Logistic Regression: Modeling an Expert
MIT, Johns Hopkins, Stanford, Harvard, and several other prominent universities provide training through Massive Open Online Course (MOOC) sites. If you haven’t tried one yet, you need to check them out. The courses are taught by some brilliant professors, and provide excellent training tools for employees, as well as sources of well documented methodologies for solving problems. Of course, like anything, you only get out of them what you put in. Another advantage of taking these courses is that they often provide data sets that allow you to demonstrate the methodologies. I have experience in several industries, but obviously don’t have access to their data to play with. Using data obtained from MIT’s “The Analytics Edge” course delivered on edx.org, I demonstrate how to build an Expert System.
The Expert System:
An Expert System provides answers to binary questions that typically can only be answered by an expert in the field. However, because of the volume of data, it is not practical to have an expert poring through volumes of data to make a simple determination for potentially millions of events; in this case, the Expert system performs the task that a physician would normally have to do, and that is answer one question: is a patient receiving quality care? There are thousands of patients, and a handful of physicians. Not only would it be expensive, but would not even be possible if the patient to physician ratio exceeded a certain point. In this particular case study, we are using healthcare data. However, this solution is applicable across numerous domains. For example, an expert (e.g., CEO, CFO, Physician, Attorney, Director/Manager) in any industry (e.g., Manufacturing, Healthcare, Retail, Banking, Insurance) can use this method to answer questions like: 1) will next month be profitable, 2) will profit be higher this year than last 3) is a claim suspicious 4) how does a particular judge rule on cases like this one, …. anything that requires a yes/no answer and the expertise of subject matter expert in the field.
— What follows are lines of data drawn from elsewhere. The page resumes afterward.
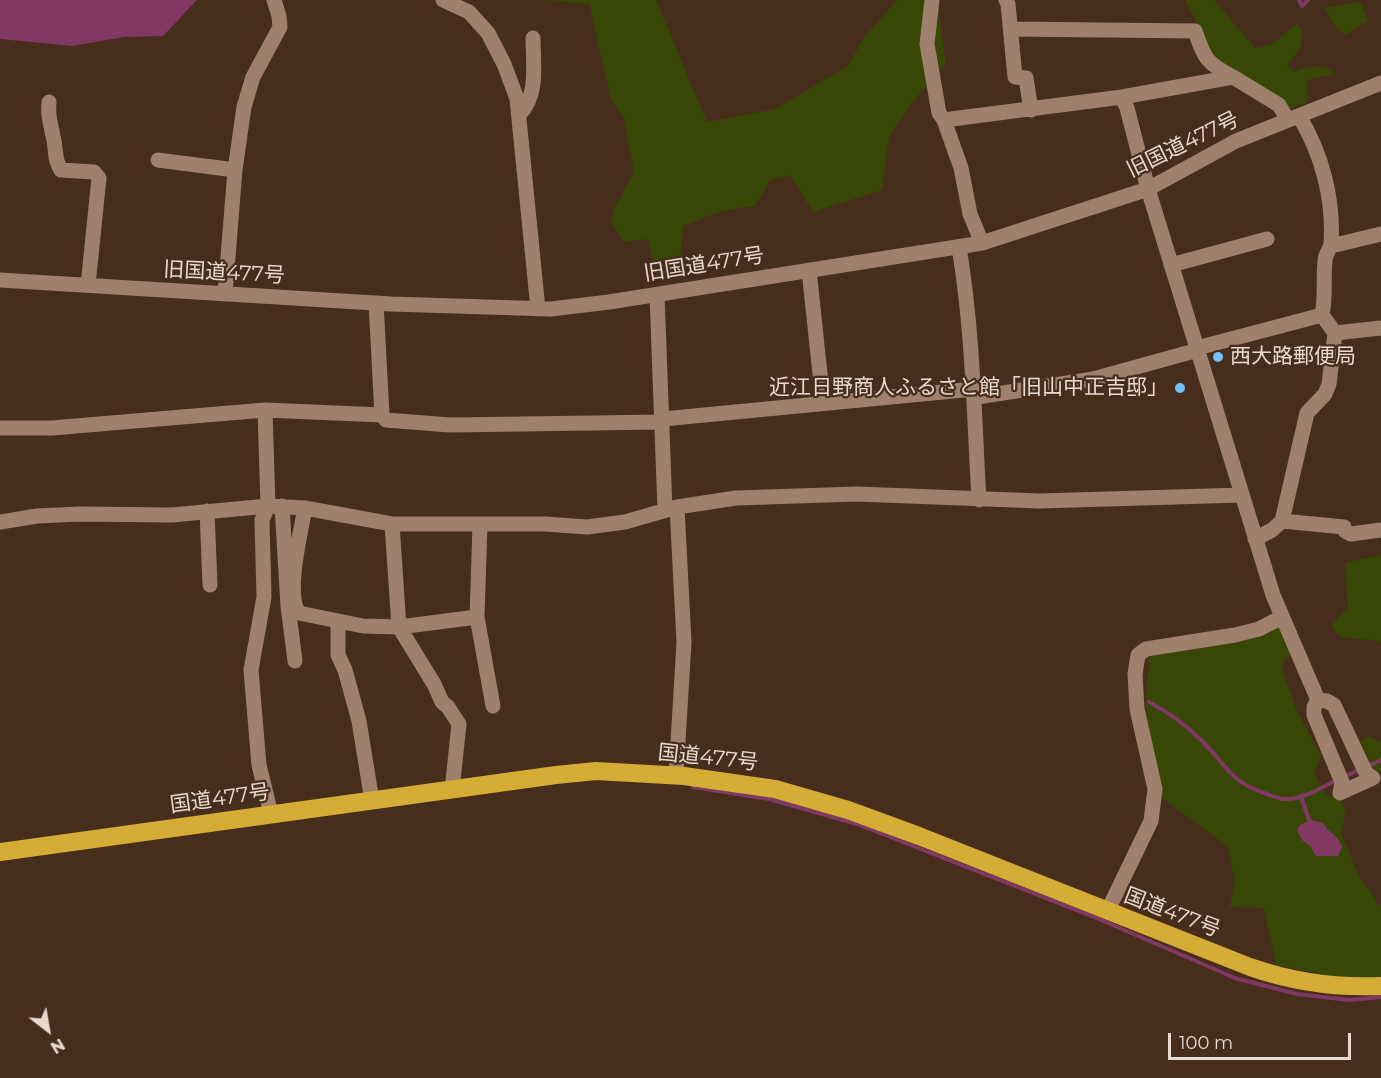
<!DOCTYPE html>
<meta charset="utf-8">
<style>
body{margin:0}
#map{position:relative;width:1381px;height:1078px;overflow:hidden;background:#462d1c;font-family:Montserrat,sans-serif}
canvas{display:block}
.north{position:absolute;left:18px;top:1000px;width:60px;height:60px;-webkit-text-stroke:4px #462d1c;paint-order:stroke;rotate:149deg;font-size:16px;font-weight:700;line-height:24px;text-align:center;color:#e9d9ce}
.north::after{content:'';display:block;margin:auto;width:21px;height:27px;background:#e9d9ce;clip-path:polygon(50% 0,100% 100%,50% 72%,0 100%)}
.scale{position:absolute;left:1168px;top:1033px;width:183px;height:27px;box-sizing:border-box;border:3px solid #e9d9ce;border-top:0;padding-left:8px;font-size:18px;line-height:21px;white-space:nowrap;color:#e9d9ce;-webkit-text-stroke:4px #462d1c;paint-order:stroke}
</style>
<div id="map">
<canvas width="1381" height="1078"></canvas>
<div class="north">N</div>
<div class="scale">100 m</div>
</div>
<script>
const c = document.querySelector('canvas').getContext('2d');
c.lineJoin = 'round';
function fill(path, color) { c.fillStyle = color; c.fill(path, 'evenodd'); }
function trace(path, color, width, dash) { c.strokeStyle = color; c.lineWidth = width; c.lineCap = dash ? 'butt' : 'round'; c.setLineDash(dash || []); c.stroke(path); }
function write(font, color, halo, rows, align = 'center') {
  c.font = font + ' Montserrat,"Noto Sans JP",sans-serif'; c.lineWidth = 4.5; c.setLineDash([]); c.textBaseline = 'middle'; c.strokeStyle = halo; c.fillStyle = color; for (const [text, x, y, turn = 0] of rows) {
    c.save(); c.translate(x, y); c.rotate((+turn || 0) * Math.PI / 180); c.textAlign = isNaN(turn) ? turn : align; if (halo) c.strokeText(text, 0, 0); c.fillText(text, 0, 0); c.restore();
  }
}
fill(new Path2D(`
 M547,0H656L707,122L775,109L848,66L863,39L897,0H937L946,64L914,100L889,137L882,190L813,212L790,175L770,180L755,206L722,211L683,226L679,272L657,275L648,239L624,242L611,222L615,207L634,172L624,118L611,99L589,4Z
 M1185,0H1214L1255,48L1271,45L1297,24L1303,30L1300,49L1287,65L1294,72C1308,67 1323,61 1334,74L1307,80V103L1290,108L1265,90L1219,66Z
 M1361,2L1368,21L1345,35L1334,25L1324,8Z
 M1381,555V644L1380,641L1340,637L1331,626L1348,607L1345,563Z
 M1280,624L1291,654L1281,666L1296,709L1321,756L1314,774L1327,795L1339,797L1346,812L1341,833L1358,874L1381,908V978L1344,979L1276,965L1264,908L1230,907L1235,880L1227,846L1162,798L1145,707L1150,652Z
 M1368,736L1381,742V772L1374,771L1361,742Z`), '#384706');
fill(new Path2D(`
 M0,0H197L163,36L124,37L72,46L0,39Z
 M1311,820L1323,823C1329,833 1339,836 1342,847L1338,856H1316L1310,846L1302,840L1297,830L1300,825Z`), '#813865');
trace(new Path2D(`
 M1299,0L1302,6L1308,0
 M1149,702C1168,712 1185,724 1201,740C1227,765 1229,782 1267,794C1273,796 1279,799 1285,799C1302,800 1322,787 1337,780
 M1368,766L1381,760
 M1344,777L1361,769
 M693,787L769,799L857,824L1099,919L1235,978L1297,994L1349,1000L1381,997
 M1301,796L1309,820`), '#813865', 4);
trace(new Path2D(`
 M443,0L469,12L488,33L504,64L517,99L538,309
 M932,0L927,44L939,113L944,120
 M1006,0L1008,4L1015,77L1026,78L1031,110
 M1011,29L1195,31C1205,60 1207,63 1233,77
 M1122,97L1127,108L1148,189L1273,595L1318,700
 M49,102C48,119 50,120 53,136C57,150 53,157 61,170L94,172L99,178L88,285
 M519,115C539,95 533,64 533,38
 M1299,116C1322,154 1334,199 1331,244C1330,250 1325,254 1325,261C1323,280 1326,295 1322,315
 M158,160L235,170
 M982,243L970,214L961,168L944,120L1122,97L1233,77L1279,105L1288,120
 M1331,246L1381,234
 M959,247C973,331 974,415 979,500
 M1171,265L1267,239
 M809,270L823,402
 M0,280L391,304L551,309L609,302L982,243L1148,189L1236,141L1381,83
 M225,294L235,170L244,107L253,77L280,27L279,16L274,0
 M657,295L665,510
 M376,303L382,415
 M1335,333L1381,328
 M1197,348L1322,315
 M974,392L977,397L1093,379L1198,350
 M265,410L268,506L262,520L264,597L251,670L259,765L271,814
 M663,419L974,389
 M0,428H52L265,410L382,415L386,420L450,425L663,422
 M282,506L288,606L295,661
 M305,508C301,531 285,595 299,613L363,626L399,627L477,617
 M207,511L210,585
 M1282,521L1344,527L1345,531L1351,534L1381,530
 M0,522L37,516L80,514L172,515L268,506L305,508L392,524H545L587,527L625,522L677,507L736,498L857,494L1039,501L1242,495
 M392,524L399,627L434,684L442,702L448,707L459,724L452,790
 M480,525L477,617L493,706
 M1255,539L1272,530L1282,521L1307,413L1325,394L1329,384L1335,333L1322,315
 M338,621V655L345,670L359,721L372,801
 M1318,700L1314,707V715L1342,782L1340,793L1373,778
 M1318,700L1327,701L1334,705L1366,773L1373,778
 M676,775L684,642L677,507
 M1107,912L1151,821L1155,789L1137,709L1135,674L1138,655L1146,649L1235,635L1259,629L1282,617`), '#9e806d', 15);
trace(new Path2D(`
 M0,852L556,775L596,771L684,776L775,789L848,810L919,836L1250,967C1293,982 1336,988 1381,986`), '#d5ac36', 18);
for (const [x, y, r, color] of [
 [1218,357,6,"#75c0f6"],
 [1180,388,6,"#75c0f6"]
]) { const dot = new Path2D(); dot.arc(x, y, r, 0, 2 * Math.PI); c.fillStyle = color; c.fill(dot); trace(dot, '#462d1c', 2); }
write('21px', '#e9d9ce', '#462d1c', [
 ["旧国道477号",1183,145,-26],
 ["旧国道477号",704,265,-9],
 ["旧国道477号",224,273,3],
 ["国道477号",708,758,6],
 ["国道477号",220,799,-8],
 ["国道477号",1172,913,21]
]);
write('21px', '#e9d9ce', '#462d1c', [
 ["西大路郵便局",1230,357],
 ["近江日野商人ふるさと館「旧山中正吉邸」",1168,388,"right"]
], 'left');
</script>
What is Logistic Regression:
Logistic regression, also known as logit regression, or logit model, is a regression model where the dependent variable is categorical, or binary. The predictive answer could take the form of zero or one, which we do in the Expert System case study below, but could be anything with only two options: win/lose, high/low, pass/fail, etc. There are other logistic regression models that can be applied when the dependent variable has more than 2 possible outcomes called multinomial logistic regression. When multiple categories exist, and they must be ordered, this is known as ordinal logistic regression.
D2Hawkeye, a market leader in transforming healthcare data into actionable information, needed to assess claims data from millions of patients. The goal of this exercise is to develop a predictive model that determines the quality of a patient’s care on a large scale using claims data; is the patient receiving quality care?
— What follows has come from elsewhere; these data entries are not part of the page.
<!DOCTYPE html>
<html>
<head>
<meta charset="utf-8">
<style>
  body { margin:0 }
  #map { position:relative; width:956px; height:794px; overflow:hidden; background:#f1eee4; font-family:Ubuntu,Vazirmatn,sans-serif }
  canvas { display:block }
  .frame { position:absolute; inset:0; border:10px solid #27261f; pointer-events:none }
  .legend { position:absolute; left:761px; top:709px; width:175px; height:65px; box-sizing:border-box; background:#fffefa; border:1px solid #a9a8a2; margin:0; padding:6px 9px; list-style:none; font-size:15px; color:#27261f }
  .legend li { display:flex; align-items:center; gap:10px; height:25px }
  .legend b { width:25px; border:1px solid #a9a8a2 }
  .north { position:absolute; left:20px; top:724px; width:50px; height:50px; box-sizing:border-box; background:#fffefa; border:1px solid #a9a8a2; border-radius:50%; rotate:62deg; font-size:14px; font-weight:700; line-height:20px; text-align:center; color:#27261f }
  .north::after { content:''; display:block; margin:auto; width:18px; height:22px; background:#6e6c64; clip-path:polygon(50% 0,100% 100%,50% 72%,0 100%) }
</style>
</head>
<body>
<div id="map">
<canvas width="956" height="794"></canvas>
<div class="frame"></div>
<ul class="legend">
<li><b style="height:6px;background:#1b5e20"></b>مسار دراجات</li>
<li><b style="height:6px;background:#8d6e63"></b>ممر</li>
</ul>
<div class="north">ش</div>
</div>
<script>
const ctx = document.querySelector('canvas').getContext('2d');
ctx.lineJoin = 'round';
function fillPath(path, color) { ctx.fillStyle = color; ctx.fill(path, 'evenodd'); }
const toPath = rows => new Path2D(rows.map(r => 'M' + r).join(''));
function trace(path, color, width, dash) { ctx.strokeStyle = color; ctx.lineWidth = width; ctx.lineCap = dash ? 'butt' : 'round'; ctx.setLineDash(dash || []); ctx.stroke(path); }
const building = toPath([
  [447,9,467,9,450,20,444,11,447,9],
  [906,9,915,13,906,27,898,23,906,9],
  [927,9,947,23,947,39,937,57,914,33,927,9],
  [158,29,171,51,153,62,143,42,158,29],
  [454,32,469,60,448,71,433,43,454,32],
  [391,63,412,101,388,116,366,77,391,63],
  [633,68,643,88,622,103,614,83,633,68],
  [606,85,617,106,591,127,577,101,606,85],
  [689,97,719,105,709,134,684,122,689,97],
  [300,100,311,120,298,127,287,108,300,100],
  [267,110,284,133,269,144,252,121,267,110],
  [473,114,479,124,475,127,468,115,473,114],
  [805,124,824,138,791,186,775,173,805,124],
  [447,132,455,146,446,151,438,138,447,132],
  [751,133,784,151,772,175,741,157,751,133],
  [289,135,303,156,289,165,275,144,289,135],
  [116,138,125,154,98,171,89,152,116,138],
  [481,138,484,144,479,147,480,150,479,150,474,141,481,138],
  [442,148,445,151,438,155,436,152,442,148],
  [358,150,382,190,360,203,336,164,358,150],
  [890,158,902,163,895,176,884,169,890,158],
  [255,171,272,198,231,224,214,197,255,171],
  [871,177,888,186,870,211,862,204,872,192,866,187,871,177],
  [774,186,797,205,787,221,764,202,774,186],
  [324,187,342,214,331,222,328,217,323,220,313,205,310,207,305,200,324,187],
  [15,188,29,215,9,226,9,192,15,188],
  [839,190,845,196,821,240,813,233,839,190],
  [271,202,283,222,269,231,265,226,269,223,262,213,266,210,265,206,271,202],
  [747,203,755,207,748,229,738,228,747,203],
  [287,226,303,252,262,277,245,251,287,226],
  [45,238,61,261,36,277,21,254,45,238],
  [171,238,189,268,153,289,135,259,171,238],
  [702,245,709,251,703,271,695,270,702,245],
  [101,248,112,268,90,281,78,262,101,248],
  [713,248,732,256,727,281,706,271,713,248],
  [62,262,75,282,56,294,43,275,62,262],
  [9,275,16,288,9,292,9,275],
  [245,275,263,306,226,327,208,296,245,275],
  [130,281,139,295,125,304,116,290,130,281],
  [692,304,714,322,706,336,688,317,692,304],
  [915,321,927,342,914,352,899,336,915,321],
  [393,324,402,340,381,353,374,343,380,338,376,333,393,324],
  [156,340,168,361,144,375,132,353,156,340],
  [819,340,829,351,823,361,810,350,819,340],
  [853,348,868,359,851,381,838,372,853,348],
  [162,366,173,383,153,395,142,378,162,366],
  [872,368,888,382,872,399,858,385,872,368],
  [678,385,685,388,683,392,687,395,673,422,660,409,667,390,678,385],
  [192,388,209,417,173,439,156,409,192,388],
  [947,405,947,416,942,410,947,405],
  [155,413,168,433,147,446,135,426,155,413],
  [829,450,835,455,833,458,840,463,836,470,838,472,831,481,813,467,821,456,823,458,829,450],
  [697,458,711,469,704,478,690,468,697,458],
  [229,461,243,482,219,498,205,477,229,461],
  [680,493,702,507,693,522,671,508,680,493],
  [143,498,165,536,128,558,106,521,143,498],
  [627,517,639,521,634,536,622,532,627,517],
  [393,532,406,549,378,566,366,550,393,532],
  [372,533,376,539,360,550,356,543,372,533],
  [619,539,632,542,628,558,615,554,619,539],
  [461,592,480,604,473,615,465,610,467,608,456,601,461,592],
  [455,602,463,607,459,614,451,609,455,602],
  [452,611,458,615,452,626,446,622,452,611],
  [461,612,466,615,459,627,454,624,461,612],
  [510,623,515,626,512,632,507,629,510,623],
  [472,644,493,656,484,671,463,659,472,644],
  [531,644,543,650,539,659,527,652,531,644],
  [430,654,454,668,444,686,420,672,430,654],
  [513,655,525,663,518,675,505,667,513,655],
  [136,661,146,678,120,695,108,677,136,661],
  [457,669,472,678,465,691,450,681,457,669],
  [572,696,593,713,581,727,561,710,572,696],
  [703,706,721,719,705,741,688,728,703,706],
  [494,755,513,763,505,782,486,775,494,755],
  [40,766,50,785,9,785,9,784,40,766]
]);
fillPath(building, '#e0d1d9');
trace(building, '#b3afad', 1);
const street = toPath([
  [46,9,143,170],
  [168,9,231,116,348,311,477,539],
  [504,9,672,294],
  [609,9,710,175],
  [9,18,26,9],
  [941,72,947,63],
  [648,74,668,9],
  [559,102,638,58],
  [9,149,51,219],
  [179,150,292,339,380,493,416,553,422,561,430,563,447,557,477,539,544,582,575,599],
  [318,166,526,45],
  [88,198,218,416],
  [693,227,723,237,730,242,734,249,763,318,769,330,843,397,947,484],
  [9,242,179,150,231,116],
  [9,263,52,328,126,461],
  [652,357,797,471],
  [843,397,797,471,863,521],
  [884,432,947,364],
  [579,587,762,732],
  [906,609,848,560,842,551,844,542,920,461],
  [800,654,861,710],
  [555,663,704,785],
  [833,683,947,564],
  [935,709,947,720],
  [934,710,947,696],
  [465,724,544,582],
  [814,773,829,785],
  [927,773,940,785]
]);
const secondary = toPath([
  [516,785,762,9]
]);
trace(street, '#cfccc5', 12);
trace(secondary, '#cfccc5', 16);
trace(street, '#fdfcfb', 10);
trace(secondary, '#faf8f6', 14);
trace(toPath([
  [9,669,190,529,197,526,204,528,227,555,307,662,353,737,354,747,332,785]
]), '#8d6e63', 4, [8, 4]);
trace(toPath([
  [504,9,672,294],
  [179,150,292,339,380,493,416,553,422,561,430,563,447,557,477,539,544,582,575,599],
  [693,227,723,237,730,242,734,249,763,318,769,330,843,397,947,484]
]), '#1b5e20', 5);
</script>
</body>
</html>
I have worked in the healthcare industry several years, and just about all of them gather data from healthcare groups that includes patient medical records, as well as claims data. This claims data is generated during an encounter (when a patient visits a doctor). Claims data includes ICD-9 diagnosis codes, procedures codes, and costs associated with the encounter. Likewise, pharmacy claims are part of the data set, defining drugs prescribed and the associated costs.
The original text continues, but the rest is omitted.